- Opening Delimiter -

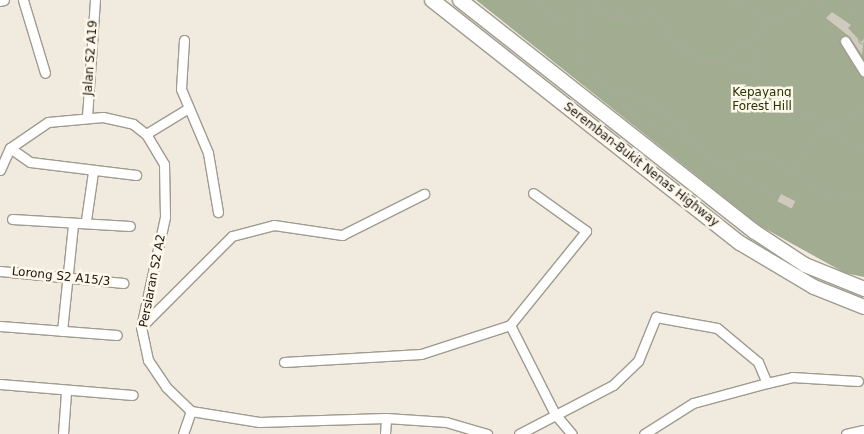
<!DOCTYPE html>
<style>
body{margin:0}
#map{position:relative;width:864px;height:434px;overflow:hidden;background:#f0ebde;font-family:"DejaVu Sans",sans-serif}
div>[style]{position:absolute}
[style*='--x']{left:calc(var(--x)*1px);top:calc(var(--y)*1px);width:calc(var(--w)*1px);rotate:calc(var(--a)*1deg)}
.forest>*{inset:0;background:#a2ac90}
.building>*{inset:0;background:#cfcabd;transform-origin:0 0}
.path>*{height:1px;margin-top:-0.5px;transform-origin:0;background:repeating-linear-gradient(90deg,#aba79d 0 4px,transparent 0 6.5px)}
.roads{filter:drop-shadow(1px 0 #a09b8f) drop-shadow(-1px 0 #a09b8f) drop-shadow(0 1px #a09b8f) drop-shadow(0 -1px #a09b8f)}
.minor>*{height:9px;margin:-4.5px;padding:0 4.5px;transform-origin:4.5px;border-radius:4.5px;background:#fff}
.highway>*{height:14px;margin:-7px;padding:0 7px;transform-origin:7px;border-radius:7px;background:#fff}
span{translate:-50% -50%;white-space:nowrap;text-align:center;line-height:1.15;-webkit-text-stroke:5px #fef8eb;paint-order:stroke}
.street-label{font-size:12px;color:#181612}
.park-label{font-size:12px;color:#263302}
</style>
<div id="map">
<div class="forest">
<div style="clip-path:polygon(476px 0,864px 0,864px 277px,845px 273px,760px 226px)"></div>
</div>
<div class="building">
<div style="clip-path:polygon(832px 12px,851px 25px,848px 28px,861px 42px,864px 39px,862px 55px,850px 37px,826px 18px)"></div>
<div style="left:781px;top:194px;width:16px;height:8px;rotate:27deg"></div>
</div>
<div class="path">
<div style="--x:531;--y:0;--w:38;--a:35"></div>
<div style="--x:562;--y:22;--w:15;--a:8"></div>
<div style="--x:587;--y:0;--w:11;--a:128"></div>
<div style="--x:580;--y:9;--w:41;--a:97"></div>
<div style="--x:575;--y:50;--w:91;--a:48.6"></div>
<div style="--x:593;--y:0;--w:12;--a:76"></div>
<div style="--x:596;--y:12;--w:7;--a:27"></div>
<div style="--x:602;--y:15;--w:32;--a:9"></div>
<div style="--x:634;--y:20;--w:16;--a:-27"></div>
<div style="--x:648;--y:13;--w:11;--a:10"></div>
<div style="--x:659;--y:15;--w:24;--a:62"></div>
<div style="--x:670;--y:36;--w:43;--a:40.3"></div>
<div style="--x:703;--y:64;--w:22;--a:-8"></div>
<div style="--x:725;--y:61;--w:34;--a:19"></div>
<div style="--x:757;--y:72;--w:41;--a:37.1"></div>
<div style="--x:790;--y:97;--w:21;--a:55"></div>
<div style="--x:802;--y:114;--w:26;--a:31"></div>
<div style="--x:732;--y:0;--w:46;--a:24.3"></div>
<div style="--x:823;--y:0;--w:23;--a:80"></div>
<div style="--x:827;--y:23;--w:17;--a:45"></div>
<div style="--x:852;--y:0;--w:43;--a:80.5"></div>
<div style="--x:620;--y:18;--w:19;--a:-74"></div>
<div style="--x:749;--y:42;--w:8;--a:45"></div>
<div style="--x:755;--y:48;--w:23;--a:85"></div>
<div style="--x:859;--y:42;--w:5;--a:22"></div>
<div style="--x:725;--y:61;--w:24;--a:-52"></div>
<div style="--x:740;--y:42;--w:9;--a:0"></div>
<div style="--x:749;--y:42;--w:10;--a:-66"></div>
<div style="--x:753;--y:33;--w:9;--a:-18"></div>
<div style="--x:762;--y:30;--w:8;--a:-83"></div>
<div style="--x:763;--y:22;--w:29;--a:-16"></div>
<div style="--x:791;--y:14;--w:20;--a:-45"></div>
<div style="--x:609;--y:89;--w:35;--a:15"></div>
<div style="--x:643;--y:98;--w:53;--a:35.8"></div>
<div style="--x:686;--y:129;--w:19;--a:54"></div>
<div style="--x:631;--y:122;--w:11;--a:-15"></div>
<div style="--x:642;--y:119;--w:62;--a:24.9"></div>
<div style="--x:698;--y:145;--w:25;--a:42"></div>
<div style="--x:717;--y:162;--w:68;--a:29.2"></div>
<div style="--x:829;--y:130;--w:41;--a:31"></div>
<div style="--x:720;--y:162;--w:12;--a:9"></div>
<div style="--x:732;--y:164;--w:20;--a:-27"></div>
<div style="--x:750;--y:155;--w:19;--a:3"></div>
<div style="--x:769;--y:156;--w:71;--a:32.3"></div>
<div style="--x:829;--y:194;--w:35;--a:3"></div>
<div style="--x:791;--y:168;--w:53;--a:-51.2"></div>
<div style="--x:824;--y:127;--w:44;--a:-25.4"></div>
</div>
<div class="roads">
<div class="minor">
<div style="--x:23;--y:0;--w:76;--a:73.2"></div>
<div style="--x:0;--y:1;--w:4;--a:-14"></div>
<div style="--x:184;--y:40;--w:49;--a:93.5"></div>
<div style="--x:181;--y:89;--w:69;--a:67.1"></div>
<div style="--x:208;--y:153;--w:60;--a:80.4"></div>
<div style="--x:845;--y:41;--w:36;--a:58"></div>
<div style="--x:87;--y:117;--w:117;--a:-86.1"></div>
<div style="--x:146;--y:134;--w:48;--a:-31.4"></div>
<div style="--x:10;--y:148;--w:24;--a:35"></div>
<div style="--x:30;--y:162;--w:107;--a:7"></div>
<div style="--x:0;--y:170;--w:24;--a:-66"></div>
<div style="--x:10;--y:148;--w:46;--a:-34.4"></div>
<div style="--x:48;--y:122;--w:55;--a:-5.2"></div>
<div style="--x:103;--y:117;--w:31;--a:13"></div>
<div style="--x:133;--y:124;--w:16;--a:38"></div>
<div style="--x:146;--y:134;--w:35;--a:59"></div>
<div style="--x:164;--y:164;--w:53;--a:88.9"></div>
<div style="--x:165;--y:217;--w:113;--a:102.3"></div>
<div style="--x:141;--y:327;--w:34;--a:78"></div>
<div style="--x:148;--y:360;--w:32;--a:56"></div>
<div style="--x:166;--y:387;--w:35;--a:44"></div>
<div style="--x:191;--y:411;--w:69;--a:9.2"></div>
<div style="--x:259;--y:422;--w:127;--a:-1.8"></div>
<div style="--x:386;--y:418;--w:60;--a:3.8"></div>
<div style="--x:446;--y:422;--w:43;--a:16.3"></div>
<div style="--x:12;--y:219;--w:118;--a:3.4"></div>
<div style="--x:86;--y:220;--w:49;--a:-81.7"></div>
<div style="--x:0;--y:271;--w:124;--a:5.6"></div>
<div style="--x:143;--y:325;--w:126;--a:-45"></div>
<div style="--x:232;--y:236;--w:43;--a:-14.7"></div>
<div style="--x:274;--y:225;--w:69;--a:8.4"></div>
<div style="--x:342;--y:235;--w:92;--a:-26.6"></div>
<div style="--x:510;--y:325;--w:100;--a:63.2"></div>
<div style="--x:555;--y:414;--w:26;--a:50"></div>
<div style="--x:0;--y:326;--w:117;--a:4.4"></div>
<div style="--x:62;--y:331;--w:107;--a:-84.1"></div>
<div style="--x:284;--y:362;--w:137;--a:-3.3"></div>
<div style="--x:421;--y:354;--w:94;--a:-18"></div>
<div style="--x:510;--y:325;--w:121;--a:-51"></div>
<div style="--x:586;--y:231;--w:65;--a:-144.4"></div>
<div style="--x:0;--y:384;--w:133;--a:4.7"></div>
<div style="--x:63;--y:434;--w:42;--a:-85.9"></div>
<div style="--x:183;--y:434;--w:24;--a:-71"></div>
<div style="--x:385;--y:434;--w:16;--a:-86"></div>
<div style="--x:519;--y:434;--w:106;--a:-27.5"></div>
<div style="--x:613;--y:385;--w:35;--a:-44"></div>
<div style="--x:638;--y:361;--w:48;--a:-67.8"></div>
<div style="--x:656;--y:317;--w:62;--a:10.2"></div>
<div style="--x:717;--y:328;--w:53;--a:39.7"></div>
<div style="--x:758;--y:362;--w:23;--a:67"></div>
<div style="--x:644;--y:434;--w:58;--a:-32.3"></div>
<div style="--x:693;--y:403;--w:77;--a:-15.1"></div>
<div style="--x:767;--y:383;--w:26;--a:-13"></div>
<div style="--x:792;--y:377;--w:66;--a:3.5"></div>
<div style="--x:846;--y:434;--w:18;--a:-13"></div>
</div>
<div class="highway">
<div style="--x:432;--y:0;--w:392;--a:38.3"></div>
<div style="--x:740;--y:243;--w:86;--a:30.7"></div>
<div style="--x:814;--y:287;--w:54;--a:21.8"></div>
<div style="--x:460;--y:0;--w:375;--a:38.2"></div>
<div style="--x:755;--y:232;--w:60;--a:33.4"></div>
<div style="--x:805;--y:265;--w:64;--a:22.1"></div>
</div>
</div>
<div class="street-label">
<span style="left:91px;top:58px;rotate:-86deg">Jalan S2 A19</span>
<span style="left:641px;top:165px;rotate:38deg">Seremban-Bukit Nenas Highway</span>
<span style="left:61px;top:277px;rotate:6deg">Lorong S2 A15/3</span>
<span style="left:153px;top:281px;rotate:-79deg">Persiaran S2 A2</span>
</div>
<div class="park-label">
<span style="left:762px;top:100px">Kepayang<br>Forest Hill</span>
</div>
</div>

- Closing Delimiter -

Scan the entries above for the string "font", and copy every line where it turns up.

WRITTEN RESPONSE:
#map{position:relative;width:864px;height:434px;overflow:hidden;background:#f0ebde;font-family:"DejaVu Sans",sans-serif}
.street-label{font-size:12px;color:#181612}
.park-label{font-size:12px;color:#263302}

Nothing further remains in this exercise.